New Zealand coal miner Solid Energy may not be financially viable, according to NZ finance minister Bill English.

The statements come on the back of Solid’s bonds, to the tune of NZ$53.9 million, being written off by its backer TSB Bank.

This equates to the total book value of its loans.

Another major bank in NZ also wrote to the miner last month expressing concern over the company’s financial solvency.

The New Zealand Government is also understood to have extended indemnity to the company.

At the time the New Zealand Government stated it was not preparing to place the miner into receivership, however it appears to have now backflipped.

This week English stated that he is unsure if the company is still viable, and raised the prospect of its potential collapse, Stuff reports.

It comes as the miner is in negotiations to reduce its levels of debt from its existing NZ$320 million position.

Yesterday English said that 18 months of regular briefings on Solid Energy’s financial state have not produced a stable vision for its future operation.

“It’s still not clear [if the company is viable], and that’s with very serious and competent efforts by the board and management of Solid Energy, and now, increasing focus from the banks,” he told Stuff.

“Solid Energy has done a lot of work to right-size itself, but the coal price has kept falling away in front of them and that's made it a continuing challenge.”

The commodity has faced a massive decline.
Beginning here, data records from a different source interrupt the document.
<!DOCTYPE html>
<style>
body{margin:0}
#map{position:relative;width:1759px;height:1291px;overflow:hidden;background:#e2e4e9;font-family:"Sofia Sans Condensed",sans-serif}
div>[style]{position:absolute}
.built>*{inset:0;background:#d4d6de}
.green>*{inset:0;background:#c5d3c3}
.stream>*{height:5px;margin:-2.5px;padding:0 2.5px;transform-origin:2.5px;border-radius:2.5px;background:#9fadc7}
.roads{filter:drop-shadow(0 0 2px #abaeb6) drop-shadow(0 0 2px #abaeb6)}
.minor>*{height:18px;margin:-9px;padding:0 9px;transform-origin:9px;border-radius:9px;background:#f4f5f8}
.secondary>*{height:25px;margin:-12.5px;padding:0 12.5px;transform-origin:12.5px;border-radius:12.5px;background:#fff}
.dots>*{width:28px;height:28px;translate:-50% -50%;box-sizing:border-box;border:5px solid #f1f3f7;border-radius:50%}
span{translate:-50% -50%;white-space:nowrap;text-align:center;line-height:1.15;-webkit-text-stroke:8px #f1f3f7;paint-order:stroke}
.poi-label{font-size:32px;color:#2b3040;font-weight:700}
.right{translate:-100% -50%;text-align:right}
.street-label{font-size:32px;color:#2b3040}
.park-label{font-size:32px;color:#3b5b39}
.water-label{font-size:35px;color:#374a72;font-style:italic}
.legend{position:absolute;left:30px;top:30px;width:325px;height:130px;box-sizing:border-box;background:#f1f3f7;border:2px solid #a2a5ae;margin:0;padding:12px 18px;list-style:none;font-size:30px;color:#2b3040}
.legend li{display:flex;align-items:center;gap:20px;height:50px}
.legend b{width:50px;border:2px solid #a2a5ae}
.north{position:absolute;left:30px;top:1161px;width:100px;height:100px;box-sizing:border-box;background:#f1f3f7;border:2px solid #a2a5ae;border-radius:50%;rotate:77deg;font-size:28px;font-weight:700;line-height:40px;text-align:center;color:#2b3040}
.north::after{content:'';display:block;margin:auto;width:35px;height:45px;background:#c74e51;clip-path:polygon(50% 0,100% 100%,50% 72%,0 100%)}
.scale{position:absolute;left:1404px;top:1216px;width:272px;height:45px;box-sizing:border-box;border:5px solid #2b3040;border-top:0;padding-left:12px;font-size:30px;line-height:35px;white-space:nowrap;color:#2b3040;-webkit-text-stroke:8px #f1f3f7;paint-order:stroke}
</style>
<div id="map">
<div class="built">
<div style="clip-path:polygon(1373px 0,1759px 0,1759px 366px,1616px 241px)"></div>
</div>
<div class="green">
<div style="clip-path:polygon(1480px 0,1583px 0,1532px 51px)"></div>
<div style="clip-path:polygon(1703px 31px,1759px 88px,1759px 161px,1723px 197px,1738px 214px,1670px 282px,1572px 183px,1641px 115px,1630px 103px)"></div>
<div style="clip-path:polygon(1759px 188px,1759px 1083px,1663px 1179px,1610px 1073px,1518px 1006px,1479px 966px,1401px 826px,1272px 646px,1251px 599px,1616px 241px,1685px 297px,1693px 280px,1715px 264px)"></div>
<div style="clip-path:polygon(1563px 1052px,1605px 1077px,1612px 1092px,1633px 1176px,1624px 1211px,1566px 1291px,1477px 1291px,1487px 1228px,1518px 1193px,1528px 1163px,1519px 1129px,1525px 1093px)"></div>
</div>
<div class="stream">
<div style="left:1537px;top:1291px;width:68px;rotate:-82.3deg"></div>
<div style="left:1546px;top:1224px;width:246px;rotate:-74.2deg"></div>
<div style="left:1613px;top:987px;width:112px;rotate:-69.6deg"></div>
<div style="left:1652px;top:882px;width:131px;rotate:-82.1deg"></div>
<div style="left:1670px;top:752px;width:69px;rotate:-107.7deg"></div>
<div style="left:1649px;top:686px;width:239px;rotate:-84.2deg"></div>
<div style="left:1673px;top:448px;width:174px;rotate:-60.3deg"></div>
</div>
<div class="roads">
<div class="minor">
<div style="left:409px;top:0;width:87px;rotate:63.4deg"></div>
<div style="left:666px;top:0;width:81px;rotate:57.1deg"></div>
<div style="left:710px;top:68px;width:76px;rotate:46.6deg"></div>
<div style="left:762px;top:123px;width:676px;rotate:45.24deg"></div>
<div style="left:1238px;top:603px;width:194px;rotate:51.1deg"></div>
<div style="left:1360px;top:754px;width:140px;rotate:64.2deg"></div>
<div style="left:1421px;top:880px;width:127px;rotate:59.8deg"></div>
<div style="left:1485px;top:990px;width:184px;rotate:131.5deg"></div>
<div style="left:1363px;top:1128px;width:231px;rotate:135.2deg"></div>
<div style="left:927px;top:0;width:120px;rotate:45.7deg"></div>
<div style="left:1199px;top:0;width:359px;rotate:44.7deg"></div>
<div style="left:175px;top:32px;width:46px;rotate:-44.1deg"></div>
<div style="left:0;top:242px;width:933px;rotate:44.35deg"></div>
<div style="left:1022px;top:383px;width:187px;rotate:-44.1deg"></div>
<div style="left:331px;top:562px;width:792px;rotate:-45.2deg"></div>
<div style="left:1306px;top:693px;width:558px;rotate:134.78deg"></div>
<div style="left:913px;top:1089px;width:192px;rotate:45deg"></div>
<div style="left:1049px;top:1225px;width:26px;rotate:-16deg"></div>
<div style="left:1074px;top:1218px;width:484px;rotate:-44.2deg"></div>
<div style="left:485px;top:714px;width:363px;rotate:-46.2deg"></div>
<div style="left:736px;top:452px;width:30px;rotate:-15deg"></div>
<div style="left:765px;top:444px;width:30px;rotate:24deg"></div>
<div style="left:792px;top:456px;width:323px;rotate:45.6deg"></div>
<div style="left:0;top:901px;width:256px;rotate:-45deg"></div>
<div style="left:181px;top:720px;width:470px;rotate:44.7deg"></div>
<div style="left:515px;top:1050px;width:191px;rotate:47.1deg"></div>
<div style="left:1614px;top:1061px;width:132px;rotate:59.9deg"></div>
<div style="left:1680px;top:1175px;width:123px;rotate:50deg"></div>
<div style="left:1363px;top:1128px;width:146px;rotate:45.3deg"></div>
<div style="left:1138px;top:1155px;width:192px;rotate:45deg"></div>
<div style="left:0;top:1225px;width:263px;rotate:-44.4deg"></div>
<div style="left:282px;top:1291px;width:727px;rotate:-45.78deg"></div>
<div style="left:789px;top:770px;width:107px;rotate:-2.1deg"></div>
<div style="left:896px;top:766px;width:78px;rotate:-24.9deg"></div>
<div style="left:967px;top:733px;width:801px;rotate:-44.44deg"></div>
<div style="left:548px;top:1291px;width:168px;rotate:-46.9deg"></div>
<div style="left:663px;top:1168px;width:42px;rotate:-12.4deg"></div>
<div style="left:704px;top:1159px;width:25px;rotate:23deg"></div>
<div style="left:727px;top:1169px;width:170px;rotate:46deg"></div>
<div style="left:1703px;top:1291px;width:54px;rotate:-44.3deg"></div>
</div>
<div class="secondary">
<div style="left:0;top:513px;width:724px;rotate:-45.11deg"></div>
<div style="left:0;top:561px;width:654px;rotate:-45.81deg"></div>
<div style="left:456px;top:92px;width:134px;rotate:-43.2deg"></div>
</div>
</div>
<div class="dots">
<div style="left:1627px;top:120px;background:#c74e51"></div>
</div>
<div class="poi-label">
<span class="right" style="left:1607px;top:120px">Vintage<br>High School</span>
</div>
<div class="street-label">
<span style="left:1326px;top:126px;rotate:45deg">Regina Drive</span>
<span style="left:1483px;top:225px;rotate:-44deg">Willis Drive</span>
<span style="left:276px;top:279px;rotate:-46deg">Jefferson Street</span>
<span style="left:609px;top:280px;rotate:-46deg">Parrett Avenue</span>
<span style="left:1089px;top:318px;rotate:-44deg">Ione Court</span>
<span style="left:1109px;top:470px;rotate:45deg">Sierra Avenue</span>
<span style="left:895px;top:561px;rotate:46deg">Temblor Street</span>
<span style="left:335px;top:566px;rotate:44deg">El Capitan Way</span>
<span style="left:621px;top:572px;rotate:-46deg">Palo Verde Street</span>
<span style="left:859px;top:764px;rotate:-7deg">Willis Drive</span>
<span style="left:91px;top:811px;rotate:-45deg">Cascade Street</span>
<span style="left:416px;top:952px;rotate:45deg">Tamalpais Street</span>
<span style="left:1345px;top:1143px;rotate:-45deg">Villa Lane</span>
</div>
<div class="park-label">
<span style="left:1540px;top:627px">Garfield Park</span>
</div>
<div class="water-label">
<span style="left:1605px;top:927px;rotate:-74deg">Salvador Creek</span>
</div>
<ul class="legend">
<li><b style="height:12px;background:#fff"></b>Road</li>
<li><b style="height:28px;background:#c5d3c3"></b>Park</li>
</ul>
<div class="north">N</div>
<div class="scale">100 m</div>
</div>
It has fallen in price by more than a third in a year from December 2013 to December 2014, as Chinese demand waned and projects came online, flooding the market and causing excessive supply problems.

According to Anglo American CEO Mark Cutifani coal mines will be closed or suspended at a steady rate until reduced supply drives a price recovery, adding that globally they will most likely shut at a rate of around one every two to three weeks until the lack of supply finally affects price.

Earlier this year Glencore announced plans to cut 15 million tonnes from its Australian output in the wake of the falling price.

"Whatever actions [Solid have] taken, they then find they need to take more, and that of course is a discussion that includes their $300m of debt,” English said.

"In the end you have to work out whether there's a viable company or not and we're in that process. We're doing everything we can to secure the continuity of the company."

These statements have put the future of close to 700 workers in the air.

The miner has already carried out a series of job cuts at its operations across New Zealand, with the potential of more in the future.

However the miner did state it is “still looking through various different changes that could be made but no decision has been made yet and there's no timeline on it”

Solid Energy’s senior management will today appear before an NZ Parliament committee to discuss the future of the company.